Вспомнил сейчас такой случай. В Москве на обратном пути мы остановились с Аленой в одной из останкинских гостиниц. Завтракали как-то в буфете. За соседним столиком пили кефир два парня, очень на вид славные. По разговору их я понял, что они приезжие, с Волги. Оба сидели за столом в кепках. И Элико им сказала:
— Молодые люди, почему же вы не сняли шапок, когда садились за стол? Ведь дома вы у себя, наверно, не сели бы так?
Пареньки смутились, покраснели. Стянули кепки. И один, постарше, сказал:
— Дома — да. Дома — конечно.

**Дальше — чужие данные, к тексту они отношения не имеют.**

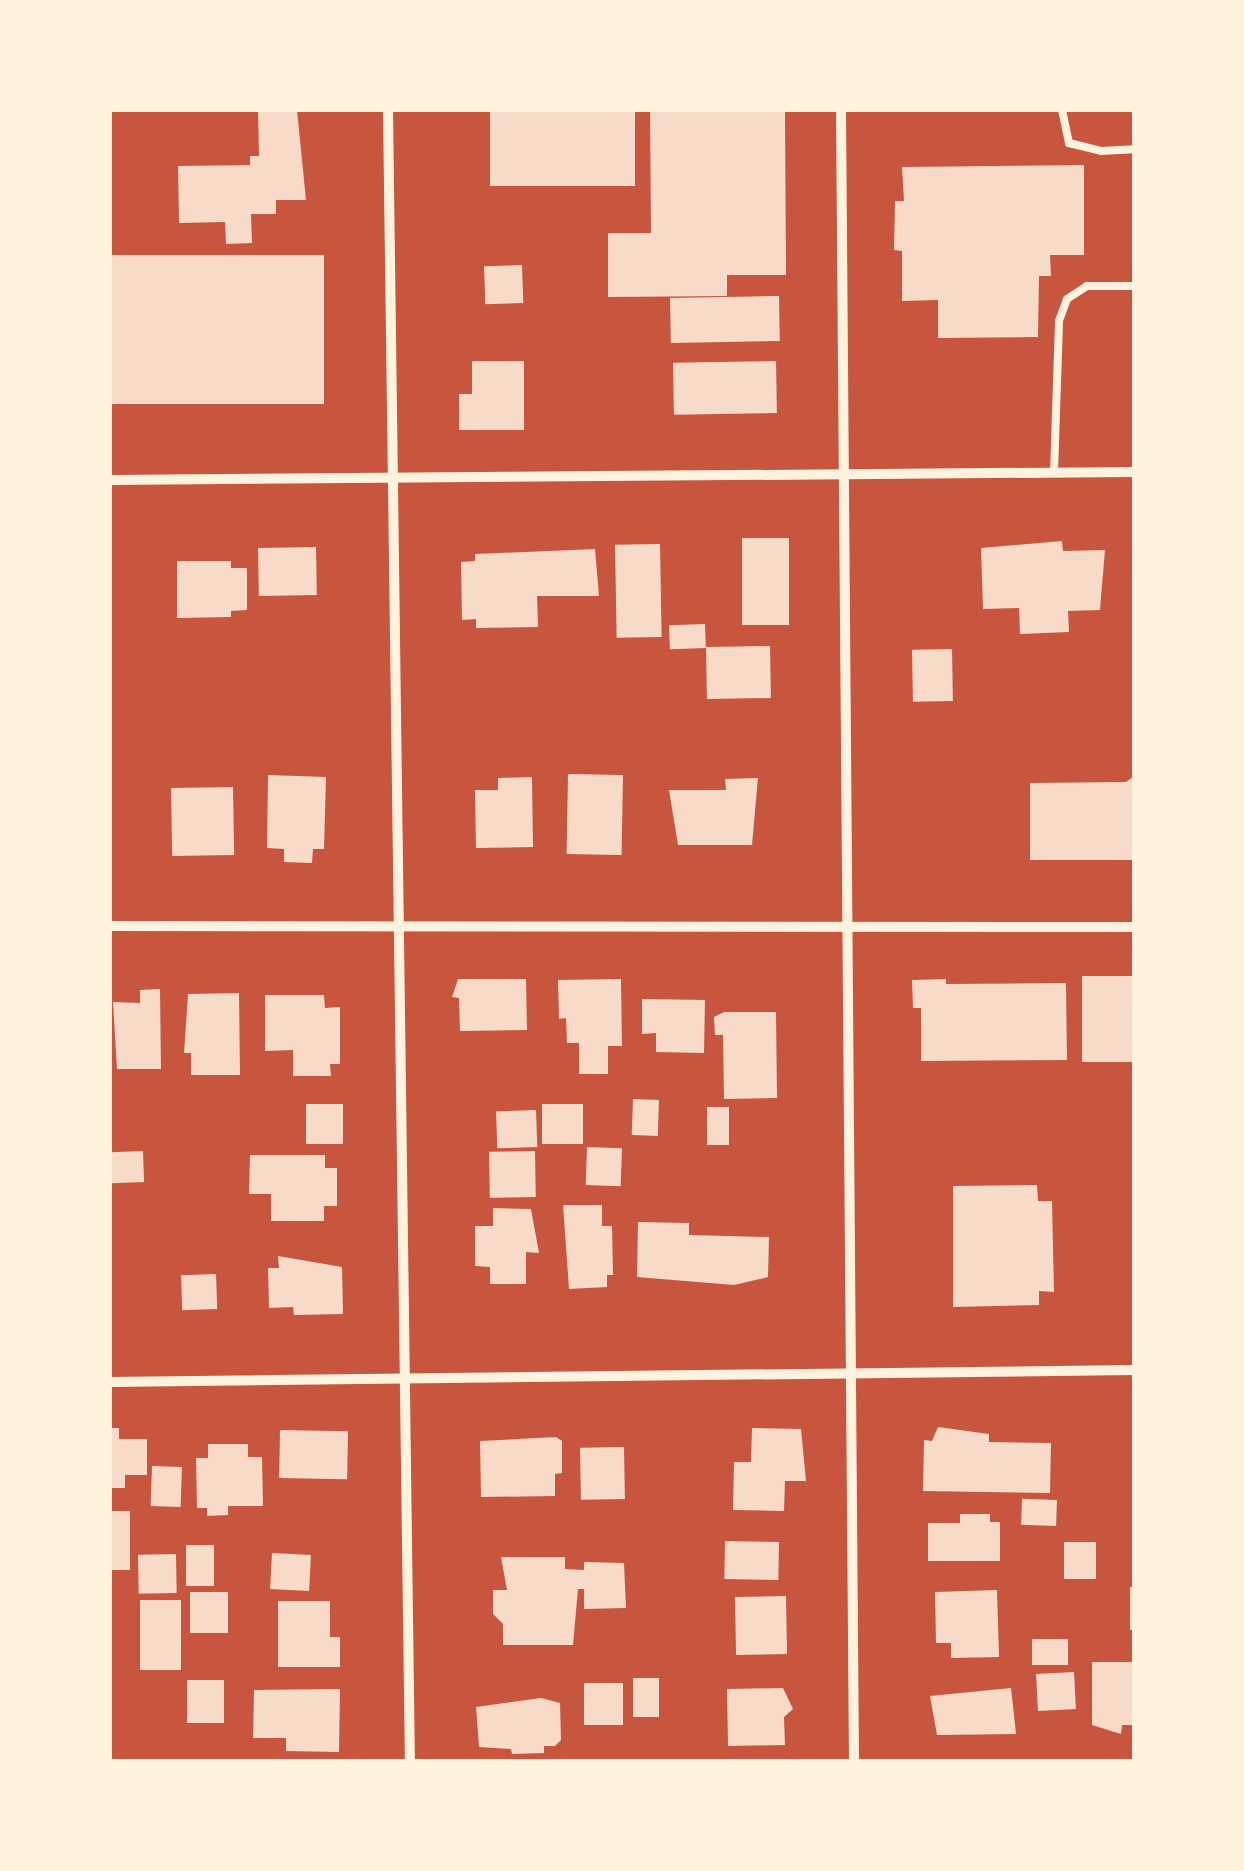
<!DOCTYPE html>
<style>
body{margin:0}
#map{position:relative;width:1244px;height:1871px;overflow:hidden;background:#c8553d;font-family:Barlow,sans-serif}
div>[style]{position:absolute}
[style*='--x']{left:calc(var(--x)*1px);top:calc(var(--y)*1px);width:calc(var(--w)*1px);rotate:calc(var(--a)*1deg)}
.building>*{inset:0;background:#f7dbc8;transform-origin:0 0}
.service>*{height:8px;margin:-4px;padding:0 4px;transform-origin:4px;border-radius:4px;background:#fff3e0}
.minor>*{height:10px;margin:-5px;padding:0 5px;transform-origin:5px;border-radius:5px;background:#fff3e0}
span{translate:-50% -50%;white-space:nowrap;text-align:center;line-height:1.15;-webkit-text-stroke:9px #fff3e0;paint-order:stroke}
.frame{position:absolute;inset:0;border:112px solid #fff3e0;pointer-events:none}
</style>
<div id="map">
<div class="building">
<i style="clip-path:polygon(258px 110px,297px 110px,306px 200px,276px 200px,276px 214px,251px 214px,252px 243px,226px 244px,225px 222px,179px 223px,178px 166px,250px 165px,250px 156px,259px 156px)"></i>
<i style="left:490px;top:110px;width:145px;height:76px"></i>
<i style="clip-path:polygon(650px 110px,785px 110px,786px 275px,727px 275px,727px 296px,608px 297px,608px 233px,651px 233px)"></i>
<i style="clip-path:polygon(1084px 165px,1084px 255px,1050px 255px,1051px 276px,1039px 276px,1038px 337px,938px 338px,938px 300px,902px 301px,902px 251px,894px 250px,895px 201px,904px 201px,902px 167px)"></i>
<i style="left:324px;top:255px;width:149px;height:214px;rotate:90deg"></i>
<i style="left:522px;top:265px;width:38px;height:38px;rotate:88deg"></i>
<i style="left:779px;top:296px;width:45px;height:109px;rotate:89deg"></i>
<i style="clip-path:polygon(472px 361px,524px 361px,524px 430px,459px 430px,459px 394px,472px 394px)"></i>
<i style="left:776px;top:361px;width:52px;height:103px;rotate:89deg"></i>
<i style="left:742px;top:538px;width:47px;height:87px"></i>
<i style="clip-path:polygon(1062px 541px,1063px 551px,1105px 550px,1100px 610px,1068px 611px,1069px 632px,1020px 634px,1019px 608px,983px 609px,981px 548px)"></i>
<i style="left:660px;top:544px;width:93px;height:45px;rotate:89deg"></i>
<i style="left:316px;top:547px;width:48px;height:58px;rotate:89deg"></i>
<i style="clip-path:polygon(595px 549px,599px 596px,537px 596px,538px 627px,476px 628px,476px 619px,462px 620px,461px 562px,475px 561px,475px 554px)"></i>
<i style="clip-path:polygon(177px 561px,231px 561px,231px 568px,247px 568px,247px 610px,231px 611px,231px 617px,177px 618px)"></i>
<i style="left:705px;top:624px;width:24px;height:36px;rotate:88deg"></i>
<i style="left:770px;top:646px;width:52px;height:64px;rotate:89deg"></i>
<i style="left:952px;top:649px;width:52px;height:40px;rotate:89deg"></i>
<i style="left:568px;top:774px;width:55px;height:80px;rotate:1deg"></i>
<i style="clip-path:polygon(268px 775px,326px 777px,324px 849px,313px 849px,312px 863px,284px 862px,284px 849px,267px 848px)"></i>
<i style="clip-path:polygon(1134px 776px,1134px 860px,1030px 860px,1030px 783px,1126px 782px)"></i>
<i style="clip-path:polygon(532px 777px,533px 847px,476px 848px,475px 790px,498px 790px,498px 778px)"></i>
<i style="clip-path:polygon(758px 778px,752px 845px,678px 845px,669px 790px,726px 790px,725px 779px)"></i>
<i style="left:233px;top:787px;width:68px;height:62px;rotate:89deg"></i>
<i style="left:1134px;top:976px;width:86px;height:52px;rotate:90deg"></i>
<i style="clip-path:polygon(458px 979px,526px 979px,527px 1030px,460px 1031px,459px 998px,452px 997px)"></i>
<i style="clip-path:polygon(621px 979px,622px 1046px,608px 1046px,608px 1074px,579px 1074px,579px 1043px,567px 1043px,566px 1018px,559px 1019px,558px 980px)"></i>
<i style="clip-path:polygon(946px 979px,946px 984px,1066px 983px,1067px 1060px,921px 1061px,921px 1008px,913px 1008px,912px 980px)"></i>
<i style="clip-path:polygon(160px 989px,161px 1069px,117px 1069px,113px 1002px,140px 1003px,140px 990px)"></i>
<i style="clip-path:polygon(239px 993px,240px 1075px,191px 1075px,191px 1053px,184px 1053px,188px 994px)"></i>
<i style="clip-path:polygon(265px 995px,324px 995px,325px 1008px,340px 1007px,340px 1064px,330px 1064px,331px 1076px,293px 1076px,293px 1050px,265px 1051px)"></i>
<i style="clip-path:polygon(642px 999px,705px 1000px,704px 1053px,656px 1052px,656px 1033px,642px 1034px)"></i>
<i style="clip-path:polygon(724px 1012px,776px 1012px,777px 1098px,724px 1099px,723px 1035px,715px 1035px,714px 1017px)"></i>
<i style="left:633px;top:1099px;width:26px;height:36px;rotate:2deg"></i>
<i style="left:306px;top:1104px;width:37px;height:40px"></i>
<i style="left:542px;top:1104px;width:41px;height:40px"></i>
<i style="left:707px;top:1107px;width:22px;height:38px"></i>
<i style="left:536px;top:1110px;width:37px;height:40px;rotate:88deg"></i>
<i style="left:587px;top:1147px;width:35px;height:38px;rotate:2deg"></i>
<i style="left:143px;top:1151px;width:31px;height:33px;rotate:88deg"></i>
<i style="left:535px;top:1151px;width:46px;height:46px;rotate:89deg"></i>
<i style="clip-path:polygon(250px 1155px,325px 1155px,325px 1168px,337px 1168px,337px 1206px,324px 1206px,324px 1221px,271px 1221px,271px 1194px,249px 1194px)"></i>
<i style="clip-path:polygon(1037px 1185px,1038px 1201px,1052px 1201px,1054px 1292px,1039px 1291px,1039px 1305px,953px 1307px,953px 1186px)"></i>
<i style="clip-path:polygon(563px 1205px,602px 1205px,602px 1226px,612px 1226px,613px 1275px,607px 1275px,607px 1287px,569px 1289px)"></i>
<i style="clip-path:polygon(493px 1208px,531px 1209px,539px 1253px,526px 1252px,526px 1284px,490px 1284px,490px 1267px,475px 1266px,475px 1226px,493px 1226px)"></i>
<i style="clip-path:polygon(638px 1222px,689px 1223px,689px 1235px,769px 1237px,768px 1277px,734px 1285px,637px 1277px)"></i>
<i style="clip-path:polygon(278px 1256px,342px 1267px,343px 1314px,294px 1315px,293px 1307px,269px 1308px,268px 1268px,279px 1268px)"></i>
<i style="left:216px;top:1274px;width:35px;height:35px;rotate:88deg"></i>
<i style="clip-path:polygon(938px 1427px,989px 1434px,989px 1442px,1051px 1443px,1050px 1493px,923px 1491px,924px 1440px,932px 1441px)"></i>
<i style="clip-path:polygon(110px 1428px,119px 1428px,119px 1439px,147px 1439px,147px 1475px,125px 1475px,125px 1488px,110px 1488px)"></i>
<i style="clip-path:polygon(752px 1428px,801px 1429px,806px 1481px,785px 1481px,784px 1511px,733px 1510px,734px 1462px,751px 1462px)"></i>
<i style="left:280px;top:1430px;width:68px;height:48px;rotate:1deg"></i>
<i style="clip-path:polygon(556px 1437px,562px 1441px,562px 1473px,555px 1474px,555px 1496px,481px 1497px,480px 1441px)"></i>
<i style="clip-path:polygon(208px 1444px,248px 1444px,248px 1457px,262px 1457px,263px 1506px,228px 1506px,228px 1515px,207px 1516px,207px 1508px,197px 1508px,196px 1458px,208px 1458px)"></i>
<i style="left:624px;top:1447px;width:52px;height:44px;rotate:89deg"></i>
<i style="left:152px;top:1466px;width:30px;height:40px;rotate:2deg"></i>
<i style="left:1057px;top:1500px;width:26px;height:35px;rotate:92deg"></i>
<i style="left:110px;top:1511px;width:20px;height:59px"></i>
<i style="clip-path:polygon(960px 1514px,990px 1514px,990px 1522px,1000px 1522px,1000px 1561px,928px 1561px,928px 1523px,960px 1523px)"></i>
<i style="left:725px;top:1541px;width:54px;height:38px;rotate:1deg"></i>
<i style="left:1064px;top:1542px;width:32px;height:37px"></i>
<i style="left:186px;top:1545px;width:28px;height:41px"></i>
<i style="left:272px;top:1553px;width:39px;height:36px;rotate:3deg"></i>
<i style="left:176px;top:1554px;width:39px;height:38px;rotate:89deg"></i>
<i style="clip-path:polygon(501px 1557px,565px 1557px,565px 1569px,584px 1570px,584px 1562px,624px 1563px,626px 1608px,584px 1609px,584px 1589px,578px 1589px,573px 1645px,503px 1645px,503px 1624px,493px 1614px,493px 1590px,507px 1590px)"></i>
<i style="left:1130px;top:1587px;width:4px;height:43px"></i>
<i style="clip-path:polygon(997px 1590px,999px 1657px,951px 1658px,951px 1643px,936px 1643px,935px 1592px)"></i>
<i style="left:190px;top:1592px;width:38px;height:41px"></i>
<i style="left:786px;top:1596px;width:58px;height:51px;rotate:89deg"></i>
<i style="left:140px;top:1600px;width:41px;height:70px"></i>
<i style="clip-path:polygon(278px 1601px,330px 1601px,330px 1637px,340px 1637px,340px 1667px,278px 1667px)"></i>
<i style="left:1032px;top:1639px;width:36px;height:26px"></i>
<i style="clip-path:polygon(1092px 1662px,1134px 1662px,1134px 1725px,1122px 1725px,1121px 1734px,1092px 1725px)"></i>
<i style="left:1074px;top:1672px;width:37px;height:38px;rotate:87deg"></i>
<i style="left:633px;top:1678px;width:26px;height:39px"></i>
<i style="left:187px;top:1680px;width:37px;height:43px"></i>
<i style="left:584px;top:1683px;width:39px;height:42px"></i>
<i style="clip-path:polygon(783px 1688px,793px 1709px,784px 1717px,785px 1745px,728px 1746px,727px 1689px)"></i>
<i style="clip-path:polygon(1011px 1688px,1016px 1734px,937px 1735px,930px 1696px)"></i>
<i style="clip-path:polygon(340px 1689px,339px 1752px,286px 1751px,286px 1738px,253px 1738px,254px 1690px)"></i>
<i style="clip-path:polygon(541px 1698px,560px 1703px,561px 1740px,555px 1746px,544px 1746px,544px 1753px,512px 1754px,511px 1749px,479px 1747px,476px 1707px)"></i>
</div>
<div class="service">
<i style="--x:1062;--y:110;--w:34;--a:78"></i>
<i style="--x:1069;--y:143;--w:33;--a:14"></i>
<i style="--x:1101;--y:151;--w:33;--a:-3"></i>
<i style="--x:1054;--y:473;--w:152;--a:-88.1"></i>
<i style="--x:1059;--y:321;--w:23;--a:-70"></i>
<i style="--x:1067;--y:299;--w:24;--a:-33"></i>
<i style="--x:1087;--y:286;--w:47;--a:0"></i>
</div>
<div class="minor">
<i style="--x:388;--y:110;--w:1651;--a:89.24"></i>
<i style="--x:841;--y:110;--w:1651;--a:89.55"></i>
<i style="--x:110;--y:480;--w:1024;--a:-0.45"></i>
<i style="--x:110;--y:926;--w:1024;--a:0.06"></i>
<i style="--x:110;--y:1382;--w:1024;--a:-0.67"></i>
</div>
<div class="frame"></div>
</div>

А тут, в городе, все в шапках едят.
Вот она — сила примера. И положительного примера. И отрицательного.
. . . . .
Мне часто, почти ежедневно, приходится бывать на почте. И вот что я там вижу.
Среди нашей молодежи стало почему-то модным получать письма «до востребования». Чем это объяснить — не знаю. Может быть, влияние коммунальной квартиры с ее не очень хорошими нравами? А может быть, причины и поглубже. Впрочем, сейчас не об этом. Вот что из раза в раз я вижу. Подходит очередь, молодой человек протягивает в окошко паспорт или студенческий билет, девушка за барьером тщательно просматривает пачку писем, счастливым подает письма, неудачливым говорит «нет».
А дальше? А дальше — счастливый берет письмо и паспорт, несчастливый — только паспорт, и оба молча один за другим поворачиваются и уходят. Ни разу (за последние несколько лет) я не слышал, чтобы кто-нибудь сказал «спасибо».
«Пожалуйста» еще скажут иногда. Этому научило, быть может, «Волшебное слово» Осеевой. А спасибу — тому никто не учит, даже детская литература.
И самое странное: девушке за барьером такое отношение к ней не кажется ни удивительным, ни обидным. Она привыкла. Таковы нравы.
А со мной на почту очень часто ходит Машка.
. . . . .
И сколько раз — в саду или на улице — на глазах у Машки:
— Дяденька, скажите, пожалуйста, который час?
Отвечаю:
— Пожалуйста! Без двадцати двух минут восемь.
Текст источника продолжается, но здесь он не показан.